As winter semester draws closer, college students will be looking for cheap textbooks, but recent controversy has caused a few students question which outlets to buy from.

Amazon.com, America’s largest online retailer, recently made news by selling, “The Pedophile’s Guide to Love and Pleasure.”

Written and self-published by Philip R. Greaves II, “The Pedophile’s Guide” is a code of conduct for pedophilic relationships.

One of his guidelines suggests that, while penetration with children is bad, there is no problem with kissing or fondling.

The book is self-dedicated to “those courageous boys and men of past generations who shared love with one another, sometimes with the approval of society, sometimes with only grudging acceptance, and sometimes at the peril of their freedom and even their lives.”

Because it does not include photographs or images, the content is protected by the First Amendment and untouchable to the claims of child pornography.

Greaves, 47, told ABC News that the message of his book has been misunderstood.

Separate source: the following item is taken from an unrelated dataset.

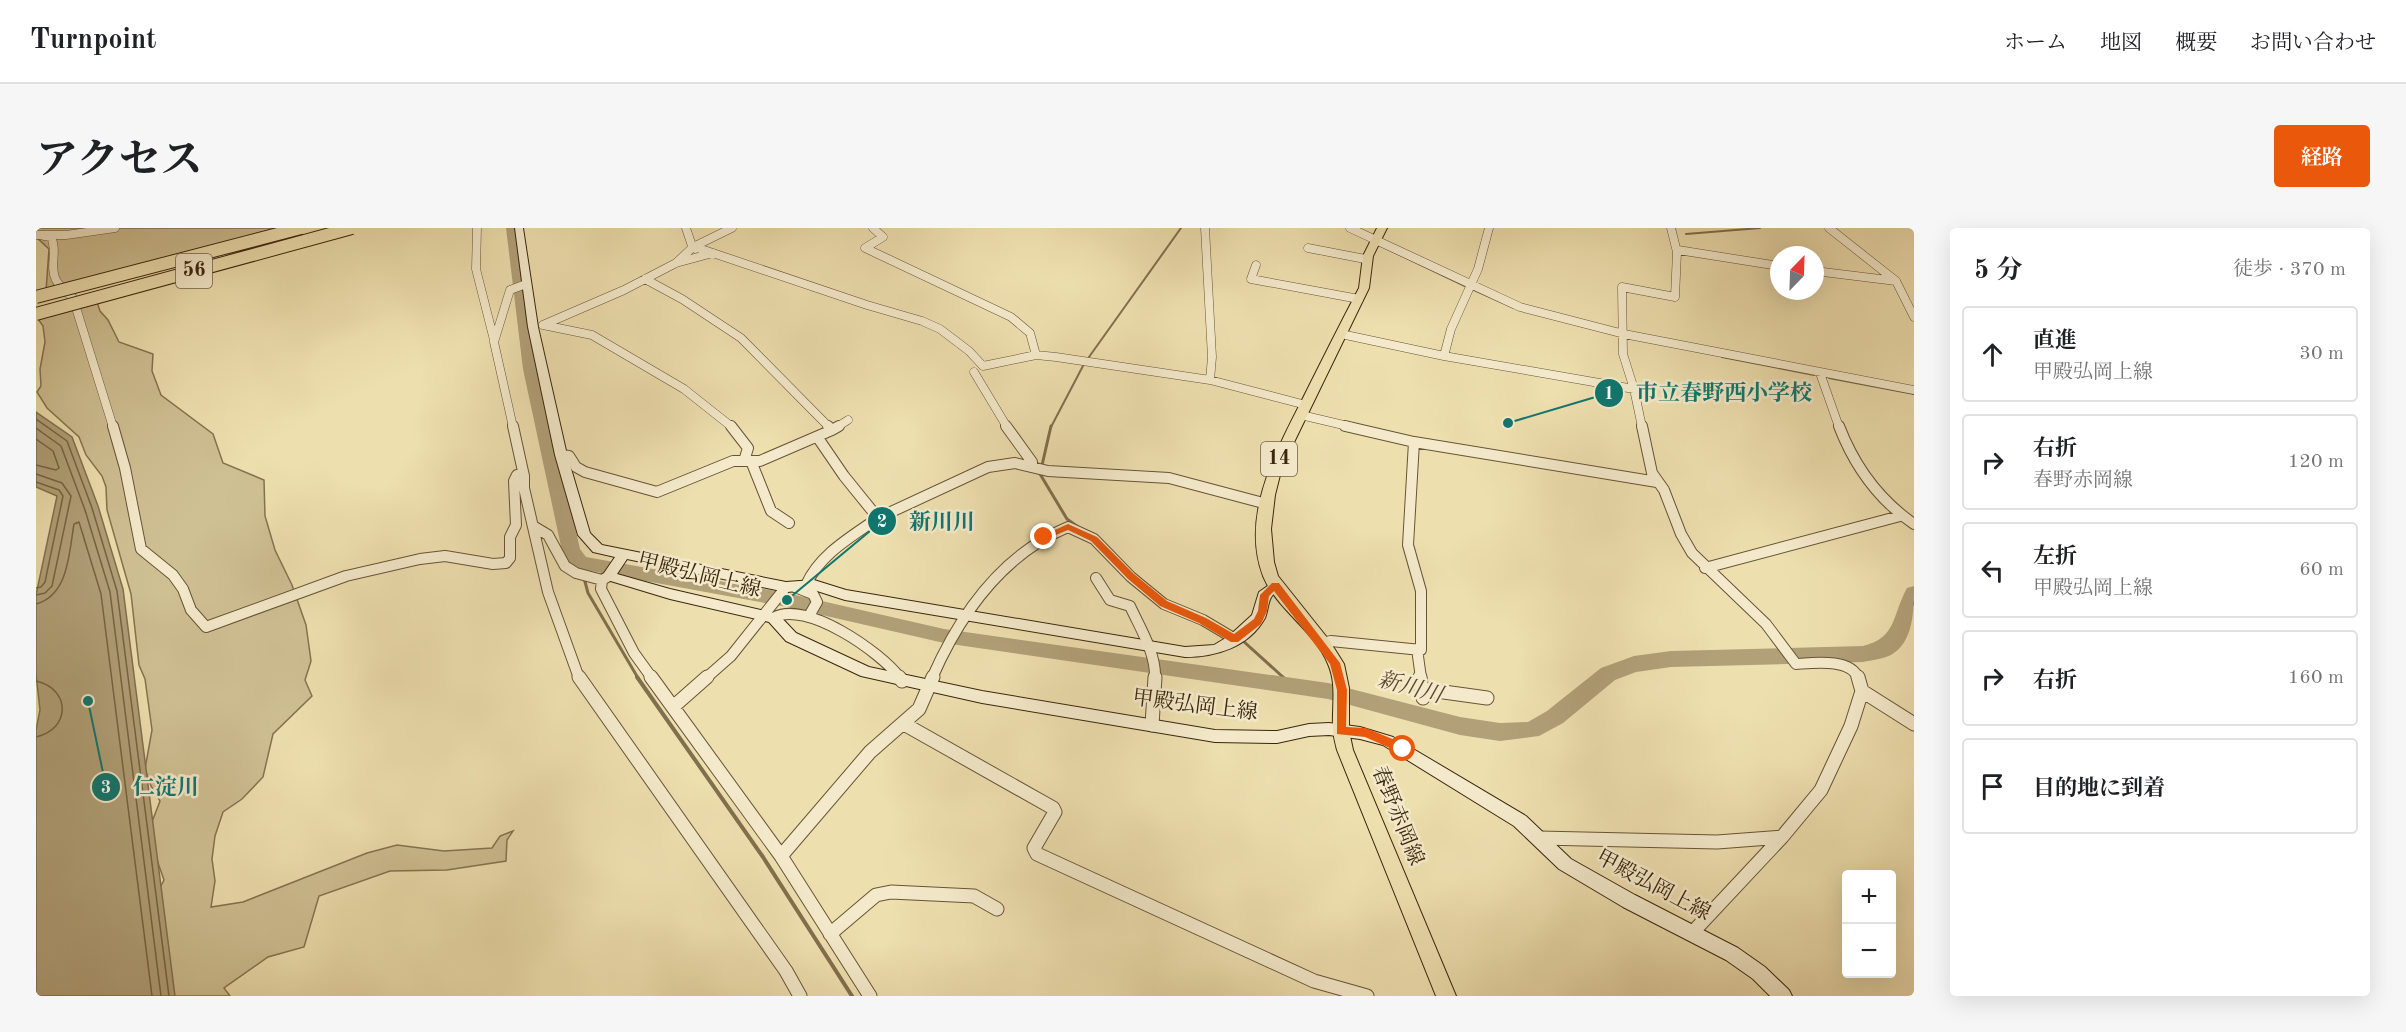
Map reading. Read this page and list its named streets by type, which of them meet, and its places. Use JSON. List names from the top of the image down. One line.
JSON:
{"streets":{"highway":["56"],"main road":["14","甲殿弘岡上線","春野赤岡線"]},"crossings":[["甲殿弘岡上線","春野赤岡線"]],"water":["新川川"],"places":["市立春野西小学校","新川川","仁淀川"],"north":"top right","page":{"header":"Turnpoint","nav":["ホーム","地図","概要","お問い合わせ"],"title":"アクセス","buttons":"経路","heading":["5 分","徒歩 · 370 m"],"list":[["直進","甲殿弘岡上線","30 m"],["右折","春野赤岡線","120 m"],["左折","甲殿弘岡上線","60 m"],["右折","160 m"],"目的地に到着"],"map_buttons":["+","−"]}}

“I wrote the book to establish guidelines,” he said, “so that people would behave in a manner that is non-injurious to each other, for one, and, for two, to communicate the fact that these people who are so different in maturation, etc., that when they develop relationships, they use certain principles that regular people, adults, would be well to attend.”

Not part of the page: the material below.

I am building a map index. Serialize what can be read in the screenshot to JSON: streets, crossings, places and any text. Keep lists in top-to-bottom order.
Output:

Whatever that means, many people aren’t buying it.

Amazon designated a telephone extension to handle the waves of complaints surrounding that single book.

Additionally, the controversial snowball has grown through modern networking, as Facebook groups began popping up to protest, boycott, and condemn Amazon for profiting from the book.

“!!!Boycott Amazon.com for Selling How Guide for pedophile,” is one Facebook group that already has gained nearly 16,000 “likes.”

The group’s description argues that freedom of speech goes both ways.

“As much as retailers have the right to free speech, and to protect what they view as the free speech of their authors . . . , as Americans we have a right to boycott a retailer who sells something we view as objectionable and as a means to promote the most heinous of crimes against those who are most vulnerable . . . our children,” the description stated.

Greaves has been cleared for any previous sexual offenses, and said to ABC that he is not trying to encourage pedophiles with his book.

“I’m not saying I want them around children; I’m saying if they’re there, that’s how I want them to behave,” he said.

Amazon defended the product at first.

“Amazon believes it is censorship not to sell certain books simply because we, or others, believe their message is objectionable,” an Amazon spokeswoman said.

“Amazon does not support or promote hatred or criminal acts, however, we do support the right of every individual to make their own purchasing decisions,” she continued.

After enough negative media attention, however, the book was banned, reinstated, and then banned again.

Amazon may have thought the censorship monkey was off it’s back, but that was far from the case.

With all of the public attention on Amazon, several other pro-molestation books were discovered, including “Understanding Loved Boys and Boylovers,” “Erotic Innocence: The Culture of Child Molesting,” and “Beyond Hysteria: Boy Erotica on the Internet.”

MCCC student Laura Brewer said she has bought a few of her college books from Amazon, but probably won’t be taking her business there again.

“I think pedophilia is disgusting, so I don’t think it’s a good idea to sell books about it,” she said.

Student Deanna Boberg said she supports the freedom of the press.

“Disgusting or not, it’s still a First Amendment right,” she said. “If you start banning one thing, where does it go from there?”

Brewer took a stance similar to the Facebook group.

“I agree with freedom of the press, but there’s also the freedom of the buyers, the freedom to protest,” she said. “If they think it’s okay to sell it, then they can go ahead and sell it. But if I don’t want to buy it, I don’t have to buy it.”